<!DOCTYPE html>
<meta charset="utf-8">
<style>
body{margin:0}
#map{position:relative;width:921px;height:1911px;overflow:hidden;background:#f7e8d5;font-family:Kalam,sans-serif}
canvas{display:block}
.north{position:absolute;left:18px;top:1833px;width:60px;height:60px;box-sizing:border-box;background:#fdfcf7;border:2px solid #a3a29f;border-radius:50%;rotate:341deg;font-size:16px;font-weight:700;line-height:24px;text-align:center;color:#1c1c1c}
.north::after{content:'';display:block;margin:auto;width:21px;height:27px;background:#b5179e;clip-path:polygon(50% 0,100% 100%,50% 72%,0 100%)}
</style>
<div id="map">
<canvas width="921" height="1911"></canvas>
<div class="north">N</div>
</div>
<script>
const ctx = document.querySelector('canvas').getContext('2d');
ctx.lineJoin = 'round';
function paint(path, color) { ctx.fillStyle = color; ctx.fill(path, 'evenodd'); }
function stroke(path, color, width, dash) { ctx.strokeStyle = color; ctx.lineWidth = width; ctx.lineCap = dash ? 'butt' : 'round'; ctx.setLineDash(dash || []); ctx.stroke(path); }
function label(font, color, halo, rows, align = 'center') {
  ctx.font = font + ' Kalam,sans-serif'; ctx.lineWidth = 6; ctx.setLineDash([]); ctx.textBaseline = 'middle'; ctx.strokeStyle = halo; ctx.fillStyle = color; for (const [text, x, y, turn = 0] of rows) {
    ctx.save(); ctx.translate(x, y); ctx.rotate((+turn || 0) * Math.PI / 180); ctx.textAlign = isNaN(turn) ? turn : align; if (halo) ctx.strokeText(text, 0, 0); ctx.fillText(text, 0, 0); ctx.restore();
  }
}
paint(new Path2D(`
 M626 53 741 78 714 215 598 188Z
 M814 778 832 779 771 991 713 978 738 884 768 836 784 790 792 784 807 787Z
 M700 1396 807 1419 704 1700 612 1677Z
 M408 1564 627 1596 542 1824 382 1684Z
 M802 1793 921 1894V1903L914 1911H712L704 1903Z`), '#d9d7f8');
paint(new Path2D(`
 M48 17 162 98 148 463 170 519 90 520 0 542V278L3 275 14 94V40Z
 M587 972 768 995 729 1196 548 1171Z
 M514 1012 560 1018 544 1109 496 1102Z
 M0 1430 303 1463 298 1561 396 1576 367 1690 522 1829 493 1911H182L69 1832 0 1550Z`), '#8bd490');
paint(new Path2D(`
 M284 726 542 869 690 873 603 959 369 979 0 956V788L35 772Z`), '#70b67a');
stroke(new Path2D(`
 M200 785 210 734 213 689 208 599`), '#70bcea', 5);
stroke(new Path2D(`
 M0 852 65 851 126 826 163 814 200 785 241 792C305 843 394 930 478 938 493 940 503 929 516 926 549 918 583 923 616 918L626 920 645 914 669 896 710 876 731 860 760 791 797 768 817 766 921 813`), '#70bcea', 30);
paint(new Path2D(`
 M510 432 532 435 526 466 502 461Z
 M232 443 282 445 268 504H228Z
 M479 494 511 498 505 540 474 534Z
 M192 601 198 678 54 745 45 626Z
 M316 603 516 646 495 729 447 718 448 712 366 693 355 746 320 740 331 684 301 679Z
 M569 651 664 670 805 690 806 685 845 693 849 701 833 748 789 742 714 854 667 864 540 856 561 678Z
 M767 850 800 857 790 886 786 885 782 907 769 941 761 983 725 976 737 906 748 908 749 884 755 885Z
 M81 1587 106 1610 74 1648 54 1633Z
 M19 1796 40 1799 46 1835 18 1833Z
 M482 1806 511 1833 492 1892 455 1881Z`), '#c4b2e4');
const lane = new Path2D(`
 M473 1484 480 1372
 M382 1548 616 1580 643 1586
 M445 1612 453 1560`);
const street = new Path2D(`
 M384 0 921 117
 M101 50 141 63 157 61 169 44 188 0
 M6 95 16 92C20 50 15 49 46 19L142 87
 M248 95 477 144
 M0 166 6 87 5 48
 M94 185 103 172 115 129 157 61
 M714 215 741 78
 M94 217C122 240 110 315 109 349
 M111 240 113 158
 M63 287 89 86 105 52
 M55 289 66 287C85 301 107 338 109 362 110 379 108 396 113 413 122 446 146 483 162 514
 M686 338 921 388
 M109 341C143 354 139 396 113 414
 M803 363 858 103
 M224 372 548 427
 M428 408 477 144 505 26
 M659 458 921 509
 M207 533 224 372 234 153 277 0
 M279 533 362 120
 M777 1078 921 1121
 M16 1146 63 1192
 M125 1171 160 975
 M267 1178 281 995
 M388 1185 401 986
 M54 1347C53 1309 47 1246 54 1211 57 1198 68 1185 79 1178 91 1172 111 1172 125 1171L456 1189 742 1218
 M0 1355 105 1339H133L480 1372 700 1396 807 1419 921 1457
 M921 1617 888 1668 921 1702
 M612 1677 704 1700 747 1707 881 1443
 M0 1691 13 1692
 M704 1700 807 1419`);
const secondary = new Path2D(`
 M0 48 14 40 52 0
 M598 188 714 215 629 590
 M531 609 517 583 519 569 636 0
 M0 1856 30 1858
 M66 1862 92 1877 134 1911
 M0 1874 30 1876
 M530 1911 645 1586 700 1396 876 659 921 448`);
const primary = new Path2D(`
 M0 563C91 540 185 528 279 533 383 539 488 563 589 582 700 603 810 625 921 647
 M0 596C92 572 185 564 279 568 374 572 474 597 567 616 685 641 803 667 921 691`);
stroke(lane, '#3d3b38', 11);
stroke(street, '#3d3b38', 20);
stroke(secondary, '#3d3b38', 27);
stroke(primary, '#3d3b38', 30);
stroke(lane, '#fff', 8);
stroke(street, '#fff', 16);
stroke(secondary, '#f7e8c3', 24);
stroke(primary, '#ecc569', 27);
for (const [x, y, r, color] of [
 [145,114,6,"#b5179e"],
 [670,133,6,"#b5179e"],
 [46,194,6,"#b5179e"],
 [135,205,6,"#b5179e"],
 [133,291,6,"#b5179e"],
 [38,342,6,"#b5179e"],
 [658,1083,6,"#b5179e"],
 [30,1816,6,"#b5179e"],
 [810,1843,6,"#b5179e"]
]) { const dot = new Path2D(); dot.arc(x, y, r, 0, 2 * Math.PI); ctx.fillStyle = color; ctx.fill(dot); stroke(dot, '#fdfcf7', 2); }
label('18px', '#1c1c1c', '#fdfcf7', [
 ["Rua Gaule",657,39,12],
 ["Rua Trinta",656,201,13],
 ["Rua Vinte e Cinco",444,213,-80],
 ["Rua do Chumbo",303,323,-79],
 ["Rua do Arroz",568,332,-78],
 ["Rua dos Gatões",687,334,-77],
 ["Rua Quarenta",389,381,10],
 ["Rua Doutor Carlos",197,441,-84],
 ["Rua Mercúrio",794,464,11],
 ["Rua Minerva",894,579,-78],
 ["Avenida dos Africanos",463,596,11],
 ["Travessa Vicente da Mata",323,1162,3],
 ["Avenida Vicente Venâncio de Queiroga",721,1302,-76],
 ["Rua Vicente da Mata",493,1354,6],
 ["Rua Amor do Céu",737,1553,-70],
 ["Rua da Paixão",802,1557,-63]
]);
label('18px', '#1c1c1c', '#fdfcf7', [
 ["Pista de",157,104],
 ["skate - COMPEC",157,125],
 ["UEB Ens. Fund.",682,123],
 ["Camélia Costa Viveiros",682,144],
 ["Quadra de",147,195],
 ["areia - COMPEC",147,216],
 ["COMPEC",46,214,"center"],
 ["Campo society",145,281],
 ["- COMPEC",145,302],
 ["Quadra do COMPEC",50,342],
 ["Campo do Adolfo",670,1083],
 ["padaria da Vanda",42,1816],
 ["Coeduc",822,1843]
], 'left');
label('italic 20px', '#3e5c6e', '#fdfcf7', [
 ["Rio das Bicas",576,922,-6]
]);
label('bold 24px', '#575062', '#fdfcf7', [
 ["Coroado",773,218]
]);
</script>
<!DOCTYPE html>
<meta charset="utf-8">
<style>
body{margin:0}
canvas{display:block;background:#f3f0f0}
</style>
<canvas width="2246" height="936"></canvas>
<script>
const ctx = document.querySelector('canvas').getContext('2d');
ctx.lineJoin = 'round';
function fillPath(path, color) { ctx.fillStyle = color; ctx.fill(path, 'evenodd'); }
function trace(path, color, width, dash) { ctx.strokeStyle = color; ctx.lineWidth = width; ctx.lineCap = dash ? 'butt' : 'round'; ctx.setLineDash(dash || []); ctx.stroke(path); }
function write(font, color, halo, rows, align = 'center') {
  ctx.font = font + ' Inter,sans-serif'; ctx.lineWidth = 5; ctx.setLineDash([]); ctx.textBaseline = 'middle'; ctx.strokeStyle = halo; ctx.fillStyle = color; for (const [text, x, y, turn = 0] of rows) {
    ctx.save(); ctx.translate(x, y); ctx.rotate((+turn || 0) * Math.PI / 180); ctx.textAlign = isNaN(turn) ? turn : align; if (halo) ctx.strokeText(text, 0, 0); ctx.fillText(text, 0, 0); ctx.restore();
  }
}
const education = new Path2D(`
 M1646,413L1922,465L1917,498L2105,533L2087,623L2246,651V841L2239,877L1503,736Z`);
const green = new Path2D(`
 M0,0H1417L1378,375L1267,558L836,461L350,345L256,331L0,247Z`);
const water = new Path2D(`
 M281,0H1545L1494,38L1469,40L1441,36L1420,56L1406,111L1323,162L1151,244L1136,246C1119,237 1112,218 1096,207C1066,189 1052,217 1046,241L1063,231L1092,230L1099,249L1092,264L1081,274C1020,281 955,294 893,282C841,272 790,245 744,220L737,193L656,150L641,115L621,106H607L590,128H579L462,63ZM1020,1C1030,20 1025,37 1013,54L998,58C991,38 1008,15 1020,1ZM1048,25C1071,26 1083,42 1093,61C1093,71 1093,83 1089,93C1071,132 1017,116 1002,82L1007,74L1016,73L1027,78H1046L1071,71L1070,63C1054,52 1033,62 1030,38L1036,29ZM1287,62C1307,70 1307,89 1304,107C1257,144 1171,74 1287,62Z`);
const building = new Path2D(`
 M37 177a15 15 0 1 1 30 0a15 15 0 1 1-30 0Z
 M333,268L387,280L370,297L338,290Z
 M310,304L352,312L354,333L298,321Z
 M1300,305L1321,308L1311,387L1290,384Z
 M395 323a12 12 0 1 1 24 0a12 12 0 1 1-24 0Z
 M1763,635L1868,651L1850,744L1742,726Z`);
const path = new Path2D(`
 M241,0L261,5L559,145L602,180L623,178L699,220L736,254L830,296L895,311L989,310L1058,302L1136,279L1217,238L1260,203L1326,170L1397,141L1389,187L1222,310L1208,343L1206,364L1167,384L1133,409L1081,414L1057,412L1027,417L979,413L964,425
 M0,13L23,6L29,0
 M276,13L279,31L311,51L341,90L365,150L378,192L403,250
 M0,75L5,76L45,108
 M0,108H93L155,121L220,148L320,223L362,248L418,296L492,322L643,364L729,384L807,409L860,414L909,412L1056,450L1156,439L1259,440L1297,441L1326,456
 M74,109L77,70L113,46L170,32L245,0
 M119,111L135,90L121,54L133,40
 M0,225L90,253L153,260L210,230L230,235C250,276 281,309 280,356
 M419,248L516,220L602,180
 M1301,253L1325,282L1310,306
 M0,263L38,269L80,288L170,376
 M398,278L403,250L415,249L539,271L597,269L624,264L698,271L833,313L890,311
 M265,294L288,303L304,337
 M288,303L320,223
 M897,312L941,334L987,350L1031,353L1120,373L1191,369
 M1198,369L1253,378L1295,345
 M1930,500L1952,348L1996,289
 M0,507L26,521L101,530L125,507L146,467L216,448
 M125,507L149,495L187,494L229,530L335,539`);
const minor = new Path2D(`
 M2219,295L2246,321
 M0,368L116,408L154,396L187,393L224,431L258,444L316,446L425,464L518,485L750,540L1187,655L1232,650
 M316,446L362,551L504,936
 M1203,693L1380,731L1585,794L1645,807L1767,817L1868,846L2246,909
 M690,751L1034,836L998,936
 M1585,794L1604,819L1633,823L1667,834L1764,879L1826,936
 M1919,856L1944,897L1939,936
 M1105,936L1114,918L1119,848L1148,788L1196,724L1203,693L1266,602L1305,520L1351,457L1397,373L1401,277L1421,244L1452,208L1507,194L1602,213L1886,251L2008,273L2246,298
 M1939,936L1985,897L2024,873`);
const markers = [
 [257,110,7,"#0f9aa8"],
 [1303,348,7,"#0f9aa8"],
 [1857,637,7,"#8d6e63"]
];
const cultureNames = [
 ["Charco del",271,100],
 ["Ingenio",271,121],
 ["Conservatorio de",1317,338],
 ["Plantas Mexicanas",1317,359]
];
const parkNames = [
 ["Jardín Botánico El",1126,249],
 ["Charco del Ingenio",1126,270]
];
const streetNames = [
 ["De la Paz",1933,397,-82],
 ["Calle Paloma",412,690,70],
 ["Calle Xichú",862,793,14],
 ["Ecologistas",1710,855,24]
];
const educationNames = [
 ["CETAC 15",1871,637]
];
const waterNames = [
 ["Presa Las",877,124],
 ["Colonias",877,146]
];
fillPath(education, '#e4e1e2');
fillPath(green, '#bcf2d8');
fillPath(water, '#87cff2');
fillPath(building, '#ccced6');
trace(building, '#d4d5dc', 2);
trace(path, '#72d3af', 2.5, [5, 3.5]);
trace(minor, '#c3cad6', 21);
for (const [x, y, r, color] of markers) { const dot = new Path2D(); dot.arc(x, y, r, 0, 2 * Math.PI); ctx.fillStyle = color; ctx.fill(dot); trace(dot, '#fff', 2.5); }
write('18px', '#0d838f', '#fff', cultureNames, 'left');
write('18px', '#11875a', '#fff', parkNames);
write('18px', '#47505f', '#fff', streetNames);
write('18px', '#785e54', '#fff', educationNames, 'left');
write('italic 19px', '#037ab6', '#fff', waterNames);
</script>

• _EXERCISE REQUIREMENTS_
Show me every line in the data above that includes "align".

• _ANSWER TO THE EXERCISE_
.north{position:absolute;left:18px;top:1833px;width:60px;height:60px;box-sizing:border-box;background:#fdfcf7;border:2px solid #a3a29f;border-radius:50%;rotate:341deg;font-size:16px;font-weight:700;line-height:24px;text-align:center;color:#1c1c1c}
function label(font, color, halo, rows, align = 'center') {
    ctx.save(); ctx.translate(x, y); ctx.rotate((+turn || 0) * Math.PI / 180); ctx.textAlign = isNaN(turn) ? turn : align; if (halo) ctx.strokeText(text, 0, 0); ctx.fillText(text, 0, 0); ctx.restore();
function write(font, color, halo, rows, align = 'center') {
    ctx.save(); ctx.translate(x, y); ctx.rotate((+turn || 0) * Math.PI / 180); ctx.textAlign = isNaN(turn) ? turn : align; if (halo) ctx.strokeText(text, 0, 0); ctx.fillText(text, 0, 0); ctx.restore();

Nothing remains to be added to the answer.